## Work required
Go through the listing and copy each line with the string "inset".

## Data excerpts
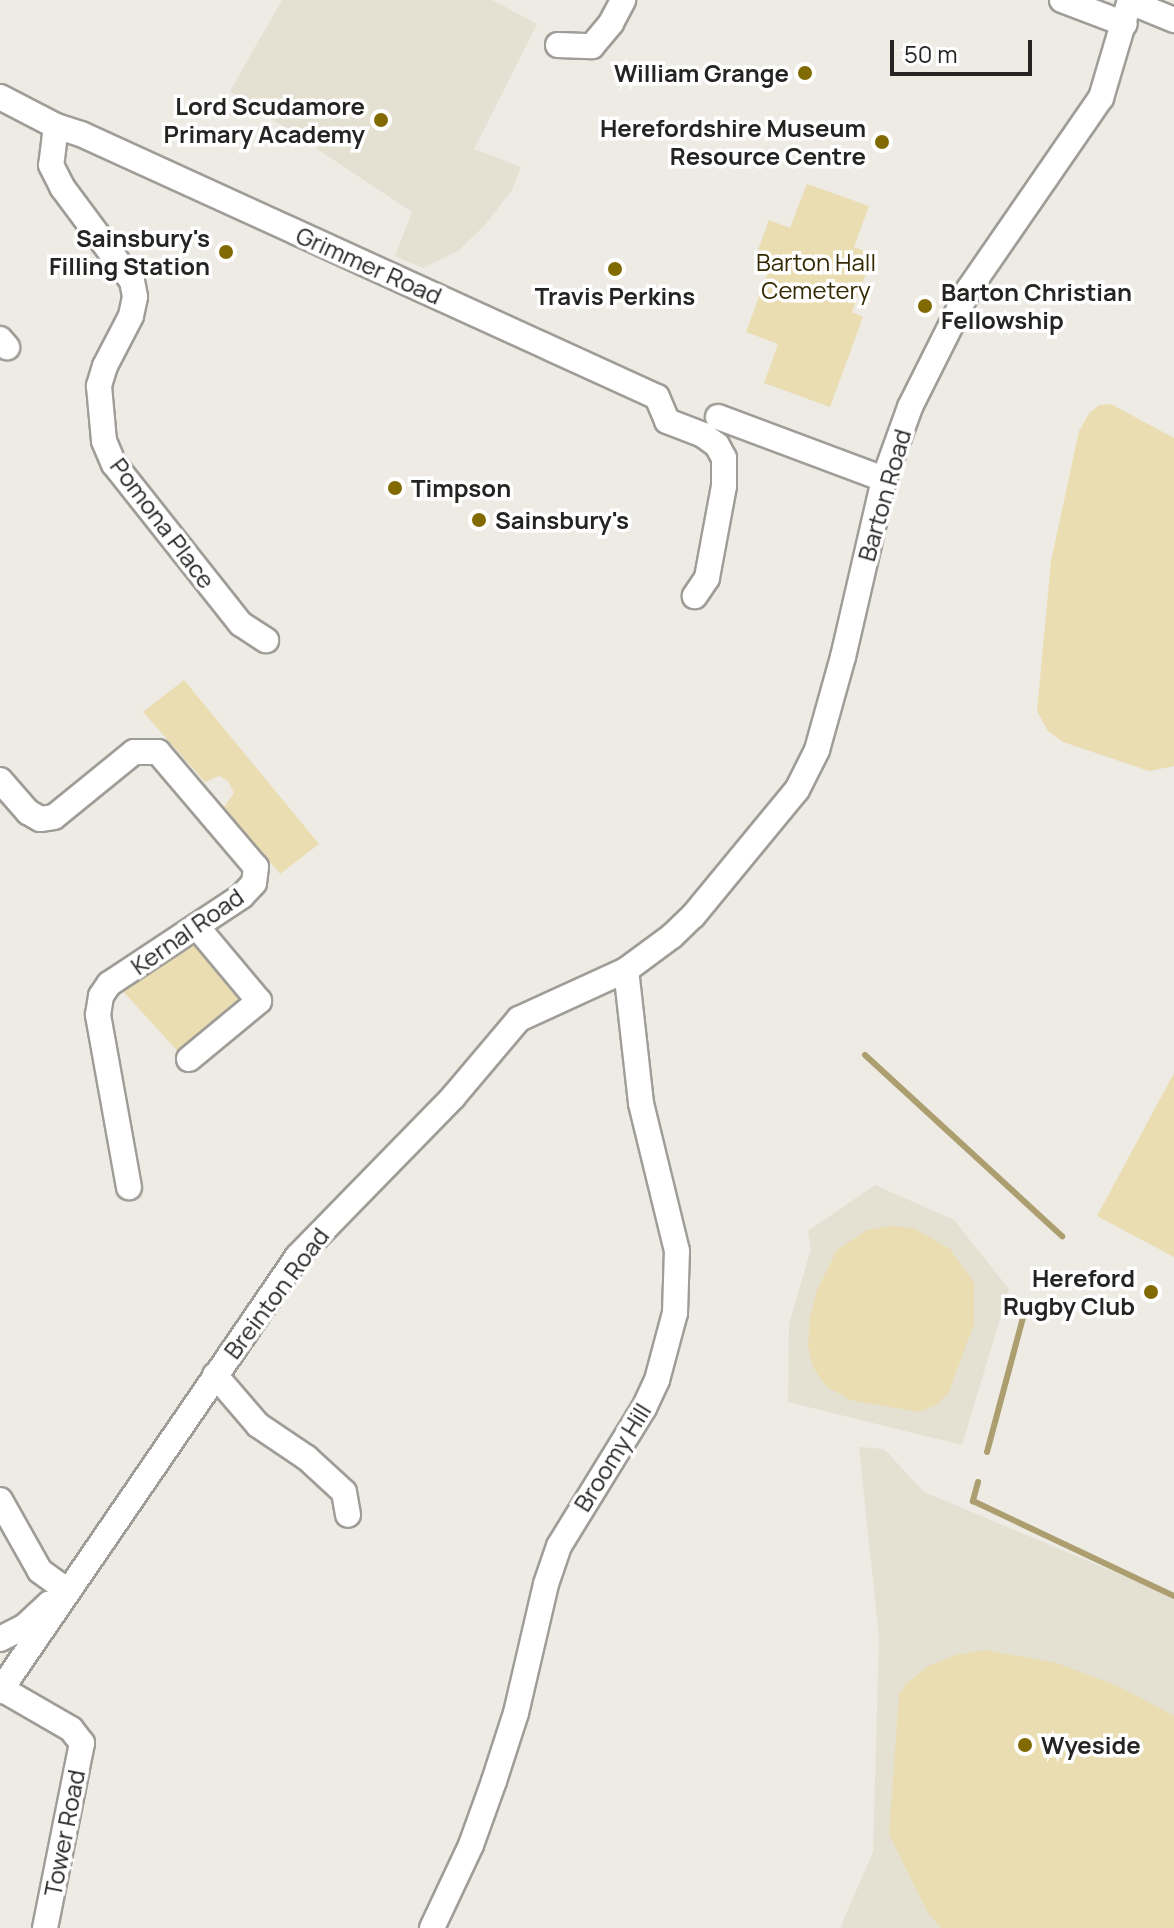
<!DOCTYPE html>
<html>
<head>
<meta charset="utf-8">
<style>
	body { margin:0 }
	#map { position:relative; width:1174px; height:1928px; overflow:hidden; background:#edebe4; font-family:Manrope,sans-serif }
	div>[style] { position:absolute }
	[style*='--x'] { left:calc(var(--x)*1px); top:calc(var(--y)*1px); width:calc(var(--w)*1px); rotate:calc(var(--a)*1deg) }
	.built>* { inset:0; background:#e4e0d2 }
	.green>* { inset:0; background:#eaddb2 }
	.stream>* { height:6px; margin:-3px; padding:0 3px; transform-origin:3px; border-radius:3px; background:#ac9e6f }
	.roads { filter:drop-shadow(2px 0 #9f9d97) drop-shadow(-2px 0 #9f9d97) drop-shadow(0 2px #9f9d97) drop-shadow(0 -2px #9f9d97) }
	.minor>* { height:24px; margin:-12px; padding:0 12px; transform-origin:12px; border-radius:12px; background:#fff }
	.dots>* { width:22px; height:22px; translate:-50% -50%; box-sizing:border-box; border:4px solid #fff; border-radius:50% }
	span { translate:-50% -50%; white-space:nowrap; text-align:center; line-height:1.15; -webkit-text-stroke:7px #fff; paint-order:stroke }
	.poi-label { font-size:24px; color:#252422; font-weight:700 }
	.right { translate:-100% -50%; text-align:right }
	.left { translate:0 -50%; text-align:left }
	.park-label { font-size:24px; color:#352a02 }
	.street-label { font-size:24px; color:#252422 }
	.scale { position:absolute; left:890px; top:40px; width:142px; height:36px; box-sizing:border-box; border:4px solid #252422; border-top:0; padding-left:10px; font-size:24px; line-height:28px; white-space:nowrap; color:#252422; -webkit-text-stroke:6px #fff; paint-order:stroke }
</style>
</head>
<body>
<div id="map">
	<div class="built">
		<i style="clip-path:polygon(282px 0,492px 0,537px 24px,474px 149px,521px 167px,512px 190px,485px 225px,458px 251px,423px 268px,395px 256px,412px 212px,230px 91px)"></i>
		<i style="clip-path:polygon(875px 1185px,954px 1220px,1009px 1289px,962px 1445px,788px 1402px,789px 1324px,811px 1249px,808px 1231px)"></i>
		<i style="clip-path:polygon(859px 1447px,884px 1449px,924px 1492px,1174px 1597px,1174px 1928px,840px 1928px,873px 1852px,879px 1638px)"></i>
	</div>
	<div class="green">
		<i style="clip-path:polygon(807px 184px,869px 206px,854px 247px,873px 254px,852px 312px,863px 317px,830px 407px,764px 383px,778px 344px,746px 332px,770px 267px,754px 261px,769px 220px,790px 228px)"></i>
		<i style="clip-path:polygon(1111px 404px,1174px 438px,1174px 766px,1149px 771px,1063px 742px,1048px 731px,1037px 711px,1051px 561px,1079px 431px,1090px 412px,1100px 405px)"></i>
		<i style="clip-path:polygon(184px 680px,319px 844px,280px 874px,224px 807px,234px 793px,228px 781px,219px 776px,205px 782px,143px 712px)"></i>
		<i style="clip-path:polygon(185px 942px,201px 948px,239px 993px,239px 1004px,181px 1055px,121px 989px)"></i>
		<i style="clip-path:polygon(1174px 1073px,1174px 1257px,1097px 1216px)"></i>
		<i style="clip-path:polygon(891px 1226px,913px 1228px,950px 1249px,974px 1283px,974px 1324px,948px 1394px,936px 1405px,919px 1412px,850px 1400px,826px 1386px,813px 1367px,808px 1345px,810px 1318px,817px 1290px,837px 1250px,867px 1230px)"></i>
		<i style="clip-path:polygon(985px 1650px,1057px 1663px,1120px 1687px,1174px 1716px,1174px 1928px,941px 1928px,928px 1913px,889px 1834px,899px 1695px,906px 1684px,928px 1666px,955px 1655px)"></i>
	</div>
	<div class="stream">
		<i style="--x:865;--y:1055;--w:268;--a:42.6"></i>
		<i style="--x:987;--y:1452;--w:139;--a:-75"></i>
		<i style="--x:978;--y:1482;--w:20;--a:105"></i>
		<i style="--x:973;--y:1501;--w:222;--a:25.3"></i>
	</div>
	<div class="roads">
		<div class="minor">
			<i style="--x:1062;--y:0;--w:67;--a:20.9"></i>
			<i style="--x:1130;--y:2;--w:48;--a:22.2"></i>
			<i style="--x:558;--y:45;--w:34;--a:2"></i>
			<i style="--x:592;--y:46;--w:30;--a:-50"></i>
			<i style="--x:611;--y:23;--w:26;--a:-62"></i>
			<i style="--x:0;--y:97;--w:63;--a:27.4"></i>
			<i style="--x:56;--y:126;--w:26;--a:18"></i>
			<i style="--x:81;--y:134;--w:633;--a:24.54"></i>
			<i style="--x:657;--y:397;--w:26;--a:67"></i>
			<i style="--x:667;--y:421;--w:39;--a:21"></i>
			<i style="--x:703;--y:435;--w:17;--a:36"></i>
			<i style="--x:717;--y:445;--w:15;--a:62"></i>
			<i style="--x:724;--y:458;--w:28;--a:90"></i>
			<i style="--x:724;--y:486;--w:94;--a:100.5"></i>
			<i style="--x:707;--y:578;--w:22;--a:124"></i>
			<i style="--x:56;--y:126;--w:39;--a:97"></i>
			<i style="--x:51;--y:165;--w:25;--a:63"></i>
			<i style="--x:62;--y:187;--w:117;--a:53.3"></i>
			<i style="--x:132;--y:281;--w:16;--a:79"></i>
			<i style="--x:135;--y:297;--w:19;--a:102"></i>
			<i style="--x:131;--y:316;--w:56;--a:117.5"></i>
			<i style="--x:105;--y:366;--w:21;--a:107"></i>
			<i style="--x:99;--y:386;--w:55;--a:84.8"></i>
			<i style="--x:104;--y:441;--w:25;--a:67"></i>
			<i style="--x:114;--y:464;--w:204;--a:51.6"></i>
			<i style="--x:241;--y:624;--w:30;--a:33"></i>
			<i style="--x:0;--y:339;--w:11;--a:49"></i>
			<i style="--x:718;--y:417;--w:177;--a:20.5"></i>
			<i style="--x:0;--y:780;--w:43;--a:48.8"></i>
			<i style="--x:28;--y:812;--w:14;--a:30"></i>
			<i style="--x:40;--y:819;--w:14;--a:-8"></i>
			<i style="--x:54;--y:817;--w:103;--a:-39.1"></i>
			<i style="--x:134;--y:752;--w:24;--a:0"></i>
			<i style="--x:158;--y:752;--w:151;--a:49.6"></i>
			<i style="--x:256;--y:867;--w:16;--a:97"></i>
			<i style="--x:254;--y:883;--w:18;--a:133"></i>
			<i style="--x:242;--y:896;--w:159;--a:146.5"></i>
			<i style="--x:109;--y:984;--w:14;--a:124"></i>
			<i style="--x:101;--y:996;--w:19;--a:99"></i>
			<i style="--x:98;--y:1015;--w:175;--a:79.8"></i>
			<i style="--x:189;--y:1059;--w:91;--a:-39.6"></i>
			<i style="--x:259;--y:1001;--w:95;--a:-129.9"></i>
			<i style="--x:215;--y:1375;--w:66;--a:49.3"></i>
			<i style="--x:258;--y:1425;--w:59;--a:34"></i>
			<i style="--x:307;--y:1458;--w:50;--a:42.6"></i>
			<i style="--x:344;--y:1492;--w:23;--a:80"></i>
			<i style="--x:0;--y:1500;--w:81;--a:60.6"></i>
			<i style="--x:40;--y:1571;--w:32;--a:36"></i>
			<i style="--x:0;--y:1639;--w:28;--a:-27"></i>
			<i style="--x:25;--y:1626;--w:33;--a:-43"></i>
			<i style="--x:0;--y:1688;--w:82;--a:30"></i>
			<i style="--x:71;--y:1729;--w:18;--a:52"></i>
			<i style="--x:82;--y:1743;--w:189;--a:101.3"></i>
			<i style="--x:0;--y:1691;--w:527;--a:-55.59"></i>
			<i style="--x:298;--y:1256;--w:222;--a:-45.7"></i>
			<i style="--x:453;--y:1097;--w:102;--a:-49.8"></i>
			<i style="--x:519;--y:1019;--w:118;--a:-24.6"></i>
			<i style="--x:626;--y:970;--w:57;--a:-36.5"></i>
			<i style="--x:672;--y:936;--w:29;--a:-44"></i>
			<i style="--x:693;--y:916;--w:163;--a:-50.5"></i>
			<i style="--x:797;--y:790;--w:45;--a:-63.4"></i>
			<i style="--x:817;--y:750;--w:97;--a:-74.4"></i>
			<i style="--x:843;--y:657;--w:183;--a:-77"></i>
			<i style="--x:884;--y:479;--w:77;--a:-70.1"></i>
			<i style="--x:910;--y:407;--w:132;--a:-63.4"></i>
			<i style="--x:969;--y:289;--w:232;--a:-55.4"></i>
			<i style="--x:1101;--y:98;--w:102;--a:-73.5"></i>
			<i style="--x:432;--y:1928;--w:92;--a:-64.8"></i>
			<i style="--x:471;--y:1845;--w:68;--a:-70.2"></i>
			<i style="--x:494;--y:1781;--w:71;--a:-72.1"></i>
			<i style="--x:516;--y:1713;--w:132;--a:-76.9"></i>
			<i style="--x:546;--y:1584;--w:40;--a:-71.1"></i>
			<i style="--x:559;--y:1546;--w:162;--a:-58.4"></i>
			<i style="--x:644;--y:1408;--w:31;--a:-65"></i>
			<i style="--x:657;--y:1380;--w:69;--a:-75"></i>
			<i style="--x:675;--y:1313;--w:62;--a:-88.2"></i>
			<i style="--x:677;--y:1251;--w:152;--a:-103.7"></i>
			<i style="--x:641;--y:1103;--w:134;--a:-96.4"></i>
		</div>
	</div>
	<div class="dots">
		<i style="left:805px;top:73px;background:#826a03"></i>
		<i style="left:381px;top:120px;background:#826a03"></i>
		<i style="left:882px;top:142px;background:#826a03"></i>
		<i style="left:226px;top:252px;background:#826a03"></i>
		<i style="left:615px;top:269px;background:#826a03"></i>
		<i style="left:925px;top:306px;background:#826a03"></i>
		<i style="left:395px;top:488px;background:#826a03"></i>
		<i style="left:479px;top:520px;background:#826a03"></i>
		<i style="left:1151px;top:1292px;background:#826a03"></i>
		<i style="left:1025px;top:1745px;background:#826a03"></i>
	</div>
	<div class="poi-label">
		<span class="right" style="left:789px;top:73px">William Grange</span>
		<span class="right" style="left:365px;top:120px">Lord Scudamore<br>Primary Academy</span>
		<span class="right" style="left:866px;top:142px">Herefordshire Museum<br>Resource Centre</span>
		<span class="right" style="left:210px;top:252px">Sainsbury's<br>Filling Station</span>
		<span class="left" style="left:941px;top:306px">Barton Christian<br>Fellowship</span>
		<span style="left:615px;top:296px">Travis Perkins</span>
		<span class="left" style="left:411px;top:488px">Timpson</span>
		<span class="left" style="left:495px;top:520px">Sainsbury's</span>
		<span class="right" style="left:1135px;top:1292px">Hereford<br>Rugby Club</span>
		<span class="left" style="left:1041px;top:1745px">Wyeside</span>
	</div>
	<div class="park-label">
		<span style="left:816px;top:276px">Barton Hall<br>Cemetery</span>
	</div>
	<div class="street-label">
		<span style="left:369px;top:265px;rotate:24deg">Grimmer Road</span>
		<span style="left:884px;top:495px;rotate:-74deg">Barton Road</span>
		<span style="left:163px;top:523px;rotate:53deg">Pomona Place</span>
		<span style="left:187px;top:931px;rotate:-35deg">Kernal Road</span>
		<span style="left:276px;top:1293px;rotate:-53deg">Breinton Road</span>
		<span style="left:612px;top:1457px;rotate:-58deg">Broomy Hill</span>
		<span style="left:64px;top:1833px;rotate:-79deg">Tower Road</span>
	</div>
	<div class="scale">50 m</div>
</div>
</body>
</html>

## Result for this exercise
	.built>* { inset:0; background:#e4e0d2 }
	.green>* { inset:0; background:#eaddb2 }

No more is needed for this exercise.